Wild blackberries set fruit on arching canes studded with sharp thorns. Cultivated blackberries develop branching canes in response to pruning. Canes live for two years, setting fruit in the second season. Fruit size varies but domestic types often exceed an inch in length. Blackberries turn shiny black when nearly ripe, but dull and soften when fully ripe. Ripe blackberries separate from the plant with a solid core inside, but thimble-shaped raspberries leave the core behind. Soon after blackberry flowers wilt, a close inspection reveals whether berries actually set on the canes. Empty plants could indicate other serious problems including fungal infection.
  1. Normal Fruiting

    • Healthy blackberry plants growing in well-drained fertile soil with good air circulation and full sunlight stand the best chance of producing a normal crop. Bramble fruits self-pollinate, setting larger berries if worked by pollinating insects like honeybees, but setting smaller fruit if untouched. Berries form from groups of drupes. Each drupe begins when one of the flower's ovaries fertilizes and produces an embryonic seed. As petals wither and fall, green drupes appear in the center of the blossom. Well-formed berries consist of a solid wall of drupes around a central core.

    Crumbly Berry

    • Plants suffering from "crumbly berry" problems produce berries with few drupes. Some flowers might form only one or two drupes, and others produce small drupe clusters without enough drupes to hold the berry shape. Drupes ripen normally, but berries crumble apart when picked. Lack of pollination could contribute to crumbly berries, and other problems also prevent drupes from growing. Unusually wet weather could foster fungal infections such as "blackberry rosette." Insects could damage the developing berries and cause individual drupes to fail. Fungal diseases such as orange rust could weaken plants so much that canes produce little or no fruit.

    Harvest Cycles

    • Fungal diseases often run in cycles, with good years of fruit production as well as bad years, depending on weather.
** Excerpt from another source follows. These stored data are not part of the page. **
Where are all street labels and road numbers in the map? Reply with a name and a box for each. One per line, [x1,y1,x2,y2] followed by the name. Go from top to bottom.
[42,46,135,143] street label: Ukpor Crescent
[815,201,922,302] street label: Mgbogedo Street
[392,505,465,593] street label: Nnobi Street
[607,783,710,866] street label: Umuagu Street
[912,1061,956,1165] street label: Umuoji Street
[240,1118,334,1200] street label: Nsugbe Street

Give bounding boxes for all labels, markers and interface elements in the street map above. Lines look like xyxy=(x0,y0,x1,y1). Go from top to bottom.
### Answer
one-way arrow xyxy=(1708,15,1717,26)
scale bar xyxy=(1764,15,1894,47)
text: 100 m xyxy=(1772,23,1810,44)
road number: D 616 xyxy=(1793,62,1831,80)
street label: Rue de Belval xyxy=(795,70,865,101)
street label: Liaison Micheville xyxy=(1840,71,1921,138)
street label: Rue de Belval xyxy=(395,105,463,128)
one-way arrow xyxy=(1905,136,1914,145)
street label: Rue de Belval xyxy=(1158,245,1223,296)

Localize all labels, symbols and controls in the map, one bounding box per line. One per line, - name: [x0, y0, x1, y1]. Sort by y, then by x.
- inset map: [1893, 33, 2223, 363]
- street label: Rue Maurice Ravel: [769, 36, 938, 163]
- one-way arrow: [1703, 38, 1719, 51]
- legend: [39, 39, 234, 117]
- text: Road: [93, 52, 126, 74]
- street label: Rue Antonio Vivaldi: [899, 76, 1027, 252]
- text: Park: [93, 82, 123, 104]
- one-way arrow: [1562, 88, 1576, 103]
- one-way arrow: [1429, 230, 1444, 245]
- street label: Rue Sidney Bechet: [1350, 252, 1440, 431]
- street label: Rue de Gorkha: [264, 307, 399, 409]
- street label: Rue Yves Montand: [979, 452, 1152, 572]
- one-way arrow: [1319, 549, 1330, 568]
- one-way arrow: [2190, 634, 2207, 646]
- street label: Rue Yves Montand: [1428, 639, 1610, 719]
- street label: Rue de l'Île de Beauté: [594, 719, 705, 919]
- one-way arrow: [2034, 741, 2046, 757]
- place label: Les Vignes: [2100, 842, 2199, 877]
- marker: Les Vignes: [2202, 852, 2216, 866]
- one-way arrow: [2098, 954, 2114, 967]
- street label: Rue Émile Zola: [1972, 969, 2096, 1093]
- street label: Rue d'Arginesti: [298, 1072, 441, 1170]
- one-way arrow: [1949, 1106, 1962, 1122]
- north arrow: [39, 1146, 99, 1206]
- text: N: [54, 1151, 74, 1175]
Late frosts could kill blossoms before fruits form, and in some years populations of damaging insects could reach unusual numbers. Because growing conditions vary even in a small bramble planting, some plants could produce well while others produce almost nothing in the same year. A pattern of steady decline, beginning with only a few plants in the patch but including more year by year, indicates viral disease. Viral infections could sterilize every bramble in the garden if not controlled.

    Controlling Viruses

    • Tobacco ringspot virus and necrotic ringspot virus cause similar problems in blackberries. Infected plants grow poorly and new leaves develop distortions. Fruit shows the crumbly berry pattern. Leaves develop streaks or rings of yellow tissue. Disease spreads through sap-sucking insects called thrips. If plants show the signs of viral infection, dig them up and burn all parts, including roots, well away from the berry patch. Avoid planting new brambles in that location for several years. Wild brambles could carry viruses that jump to domestic cultivars. Allowing wild brambles to grow within 500 feet of domestic varieties puts the patch in danger of infection.